PROBLEM REQUIREMENTS: Output the data in full and exactly as presented.

### ENTRIES PROVIDED

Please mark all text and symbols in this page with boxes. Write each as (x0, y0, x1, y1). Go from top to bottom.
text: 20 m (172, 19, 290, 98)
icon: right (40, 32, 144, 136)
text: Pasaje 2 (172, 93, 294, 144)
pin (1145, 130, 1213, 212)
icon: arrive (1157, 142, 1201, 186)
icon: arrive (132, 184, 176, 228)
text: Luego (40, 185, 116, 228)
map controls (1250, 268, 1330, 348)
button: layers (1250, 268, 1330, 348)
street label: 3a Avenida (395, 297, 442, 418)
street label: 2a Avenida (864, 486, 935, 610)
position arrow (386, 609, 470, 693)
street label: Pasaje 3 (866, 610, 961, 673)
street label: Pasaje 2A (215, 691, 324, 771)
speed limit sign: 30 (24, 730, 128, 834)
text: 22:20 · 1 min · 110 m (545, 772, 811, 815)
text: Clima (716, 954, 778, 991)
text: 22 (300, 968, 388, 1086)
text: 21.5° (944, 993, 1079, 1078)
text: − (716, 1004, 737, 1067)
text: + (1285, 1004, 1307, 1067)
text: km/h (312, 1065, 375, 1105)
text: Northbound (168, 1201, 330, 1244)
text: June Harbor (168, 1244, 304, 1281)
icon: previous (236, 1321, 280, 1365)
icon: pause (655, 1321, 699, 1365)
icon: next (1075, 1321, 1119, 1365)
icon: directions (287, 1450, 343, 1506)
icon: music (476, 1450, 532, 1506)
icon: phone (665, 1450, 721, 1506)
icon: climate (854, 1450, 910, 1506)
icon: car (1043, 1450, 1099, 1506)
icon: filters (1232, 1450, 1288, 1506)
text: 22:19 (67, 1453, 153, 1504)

######

RESULT OF THE TASK:
Please mark all text and symbols in this page with boxes. Write each as (x0, y0, x1, y1). Go from top to bottom.
text: 20 m (172, 19, 290, 98)
icon: right (40, 32, 144, 136)
text: Pasaje 2 (172, 93, 294, 144)
pin (1145, 130, 1213, 212)
icon: arrive (1157, 142, 1201, 186)
icon: arrive (132, 184, 176, 228)
text: Luego (40, 185, 116, 228)
map controls (1250, 268, 1330, 348)
button: layers (1250, 268, 1330, 348)
street label: 3a Avenida (395, 297, 442, 418)
street label: 2a Avenida (864, 486, 935, 610)
position arrow (386, 609, 470, 693)
street label: Pasaje 3 (866, 610, 961, 673)
street label: Pasaje 2A (215, 691, 324, 771)
speed limit sign: 30 (24, 730, 128, 834)
text: 22:20 · 1 min · 110 m (545, 772, 811, 815)
text: Clima (716, 954, 778, 991)
text: 22 (300, 968, 388, 1086)
text: 21.5° (944, 993, 1079, 1078)
text: − (716, 1004, 737, 1067)
text: + (1285, 1004, 1307, 1067)
text: km/h (312, 1065, 375, 1105)
text: Northbound (168, 1201, 330, 1244)
text: June Harbor (168, 1244, 304, 1281)
icon: previous (236, 1321, 280, 1365)
icon: pause (655, 1321, 699, 1365)
icon: next (1075, 1321, 1119, 1365)
icon: directions (287, 1450, 343, 1506)
icon: music (476, 1450, 532, 1506)
icon: phone (665, 1450, 721, 1506)
icon: climate (854, 1450, 910, 1506)
icon: car (1043, 1450, 1099, 1506)
icon: filters (1232, 1450, 1288, 1506)
text: 22:19 (67, 1453, 153, 1504)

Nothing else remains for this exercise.